_EXERCISE GOAL:_ Please state the number of lines in the records below that contain the string "read", and nothing further.

_DATA UNDER STUDY:_
* * * *

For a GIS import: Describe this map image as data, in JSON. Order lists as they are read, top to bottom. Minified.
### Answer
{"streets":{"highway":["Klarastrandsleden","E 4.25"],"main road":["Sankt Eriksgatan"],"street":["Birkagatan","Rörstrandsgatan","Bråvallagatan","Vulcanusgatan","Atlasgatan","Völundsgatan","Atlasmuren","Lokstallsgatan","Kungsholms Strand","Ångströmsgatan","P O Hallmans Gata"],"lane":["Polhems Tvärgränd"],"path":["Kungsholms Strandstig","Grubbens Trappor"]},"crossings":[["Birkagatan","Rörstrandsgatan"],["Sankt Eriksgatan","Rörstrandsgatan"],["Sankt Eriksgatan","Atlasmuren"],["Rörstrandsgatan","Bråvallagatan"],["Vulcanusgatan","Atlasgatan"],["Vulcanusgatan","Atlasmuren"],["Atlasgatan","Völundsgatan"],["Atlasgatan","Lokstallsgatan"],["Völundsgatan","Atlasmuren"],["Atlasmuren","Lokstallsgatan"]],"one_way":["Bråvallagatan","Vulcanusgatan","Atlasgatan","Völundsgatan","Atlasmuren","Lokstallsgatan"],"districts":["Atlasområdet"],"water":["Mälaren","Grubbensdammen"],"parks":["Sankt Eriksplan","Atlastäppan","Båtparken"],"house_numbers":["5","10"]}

* * * *

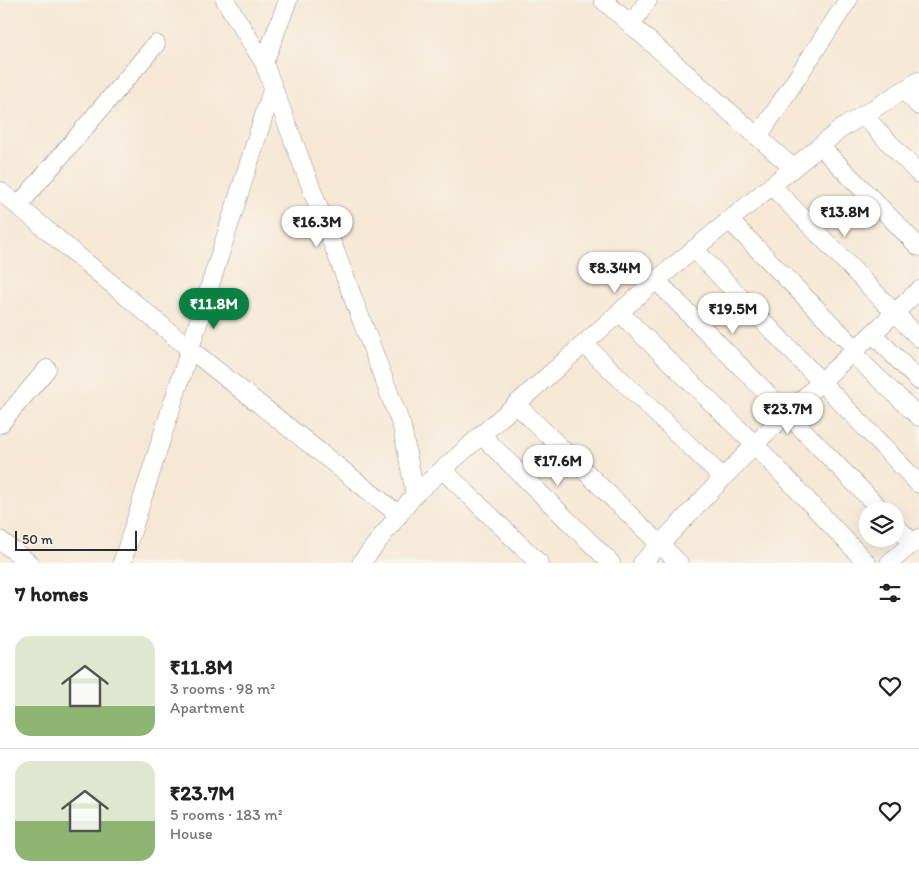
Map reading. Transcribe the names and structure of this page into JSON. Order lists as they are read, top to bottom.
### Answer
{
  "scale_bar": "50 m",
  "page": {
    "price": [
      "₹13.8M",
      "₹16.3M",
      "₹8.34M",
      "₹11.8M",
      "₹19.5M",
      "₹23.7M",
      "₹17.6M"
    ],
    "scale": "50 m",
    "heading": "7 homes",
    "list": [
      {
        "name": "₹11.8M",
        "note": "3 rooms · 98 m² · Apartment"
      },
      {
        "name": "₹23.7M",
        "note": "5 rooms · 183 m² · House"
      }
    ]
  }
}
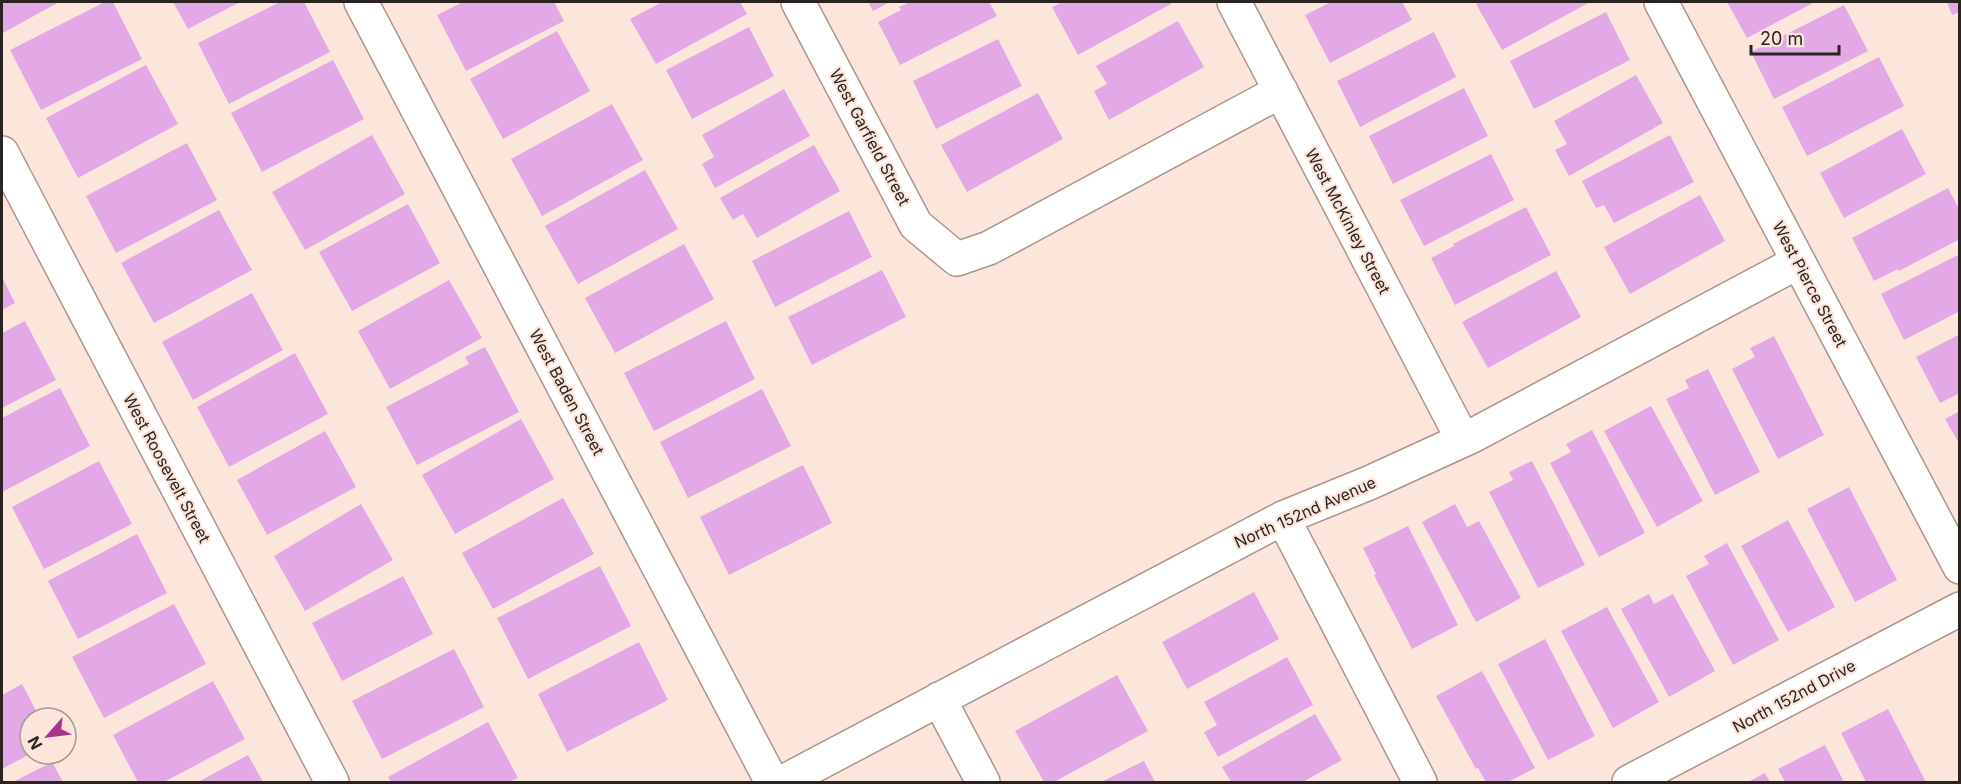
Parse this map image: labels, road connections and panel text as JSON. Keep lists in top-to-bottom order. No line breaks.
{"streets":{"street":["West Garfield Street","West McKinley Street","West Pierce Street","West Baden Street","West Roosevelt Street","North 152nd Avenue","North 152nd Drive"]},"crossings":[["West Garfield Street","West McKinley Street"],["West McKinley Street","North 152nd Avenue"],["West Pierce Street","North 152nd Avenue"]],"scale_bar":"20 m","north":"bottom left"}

* * * *

_EXERCISE RESULT:_ 2